▸ What you have to do
Find every line below where the word "icon" occurs, then give how many you found and nothing else.

▸ Data for review
────────

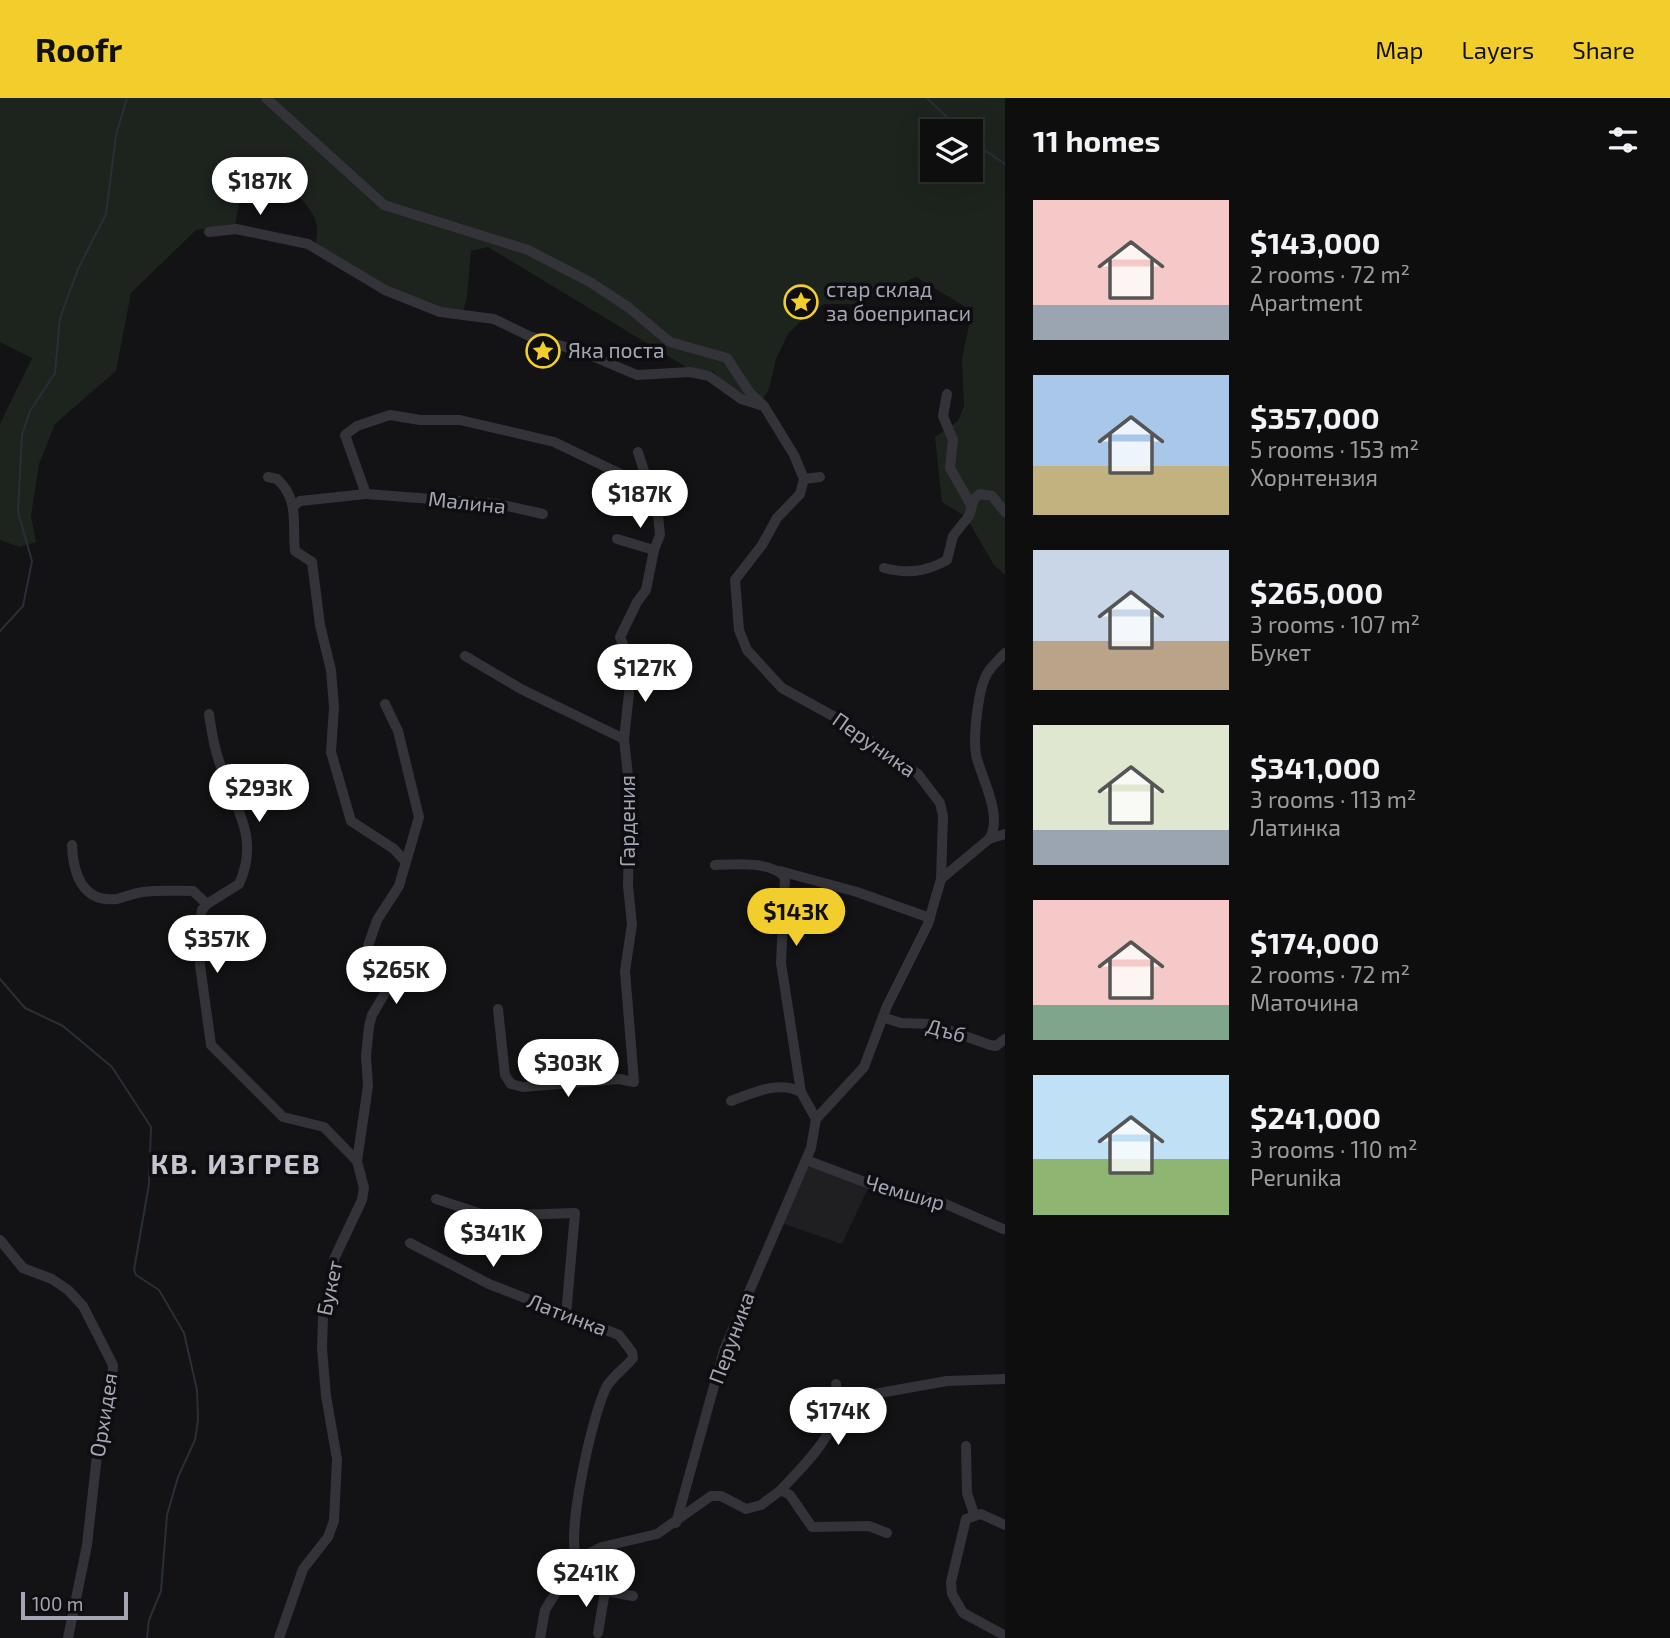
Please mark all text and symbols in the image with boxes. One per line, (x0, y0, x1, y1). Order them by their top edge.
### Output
text: Roofr (35, 29, 122, 69)
text: Map (1375, 35, 1423, 64)
text: Layers (1461, 35, 1534, 64)
text: Share (1572, 35, 1635, 64)
map controls (920, 119, 983, 182)
button: layers (920, 119, 983, 182)
icon: filters (1604, 121, 1642, 159)
text: 11 homes (1033, 122, 1160, 158)
pin: $187K (211, 158, 309, 217)
text: $187K (228, 166, 292, 194)
text: $143,000 (1250, 224, 1381, 260)
icon: home (1089, 228, 1173, 312)
text: 2 rooms · 72 m² (1250, 260, 1410, 288)
place label: стар склад за боеприпаси (826, 276, 971, 325)
place icon: стар склад за боеприпаси (782, 283, 820, 321)
text: Apartment (1250, 288, 1363, 316)
place icon: Яка поста (524, 332, 562, 370)
place label: Яка поста (568, 337, 665, 362)
text: $357,000 (1250, 399, 1380, 435)
icon: home (1089, 403, 1173, 487)
text: 5 rooms · 153 m² (1250, 435, 1419, 463)
text: Хорнтензия (1250, 463, 1378, 491)
pin: $187K (591, 470, 689, 530)
text: $187K (608, 479, 672, 507)
street label: Малина (427, 485, 507, 518)
text: $265,000 (1250, 574, 1383, 610)
icon: home (1089, 578, 1173, 662)
text: 3 rooms · 107 m² (1250, 610, 1420, 638)
text: Букет (1250, 638, 1311, 666)
pin: $127K (596, 644, 694, 704)
text: $127K (613, 653, 677, 681)
street label: Перуника (828, 706, 921, 782)
text: $341,000 (1250, 749, 1381, 785)
icon: home (1089, 753, 1173, 837)
pin: $293K (210, 764, 308, 824)
text: $293K (225, 773, 293, 801)
street label: Гардения (614, 775, 639, 867)
text: 3 rooms · 113 m² (1250, 785, 1416, 813)
text: Латинка (1250, 813, 1341, 841)
pin: $143K (747, 888, 845, 948)
text: $143K (763, 897, 829, 925)
pin: $357K (168, 916, 266, 975)
text: $357K (184, 924, 250, 952)
text: $174,000 (1250, 924, 1379, 960)
icon: home (1089, 928, 1173, 1012)
pin: $265K (347, 946, 445, 1006)
text: $265K (362, 955, 430, 983)
text: 2 rooms · 72 m² (1250, 960, 1410, 988)
text: Маточина (1250, 988, 1359, 1016)
street label: Дъб (924, 1012, 969, 1047)
pin: $303K (519, 1040, 617, 1099)
text: $303K (534, 1048, 602, 1076)
text: $241,000 (1250, 1099, 1381, 1135)
icon: home (1089, 1103, 1173, 1187)
text: 3 rooms · 110 m² (1250, 1135, 1417, 1163)
district label: КВ. ИЗГРЕВ (150, 1146, 322, 1180)
text: Perunika (1250, 1163, 1342, 1191)
street label: Чемшир (863, 1168, 948, 1215)
pin: $341K (444, 1210, 542, 1269)
text: $341K (460, 1218, 526, 1246)
street label: Букет (310, 1258, 348, 1318)
street label: Латинка (524, 1287, 611, 1340)
street label: Перуника (702, 1288, 760, 1387)
street label: Орхидея (84, 1371, 121, 1459)
pin: $174K (789, 1388, 887, 1447)
text: $174K (806, 1396, 870, 1424)
pin: $241K (537, 1550, 635, 1609)
text: $241K (553, 1558, 619, 1586)
scale bar (21, 1589, 128, 1621)
text: 100 m (32, 1592, 83, 1615)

────────

▸ Result
9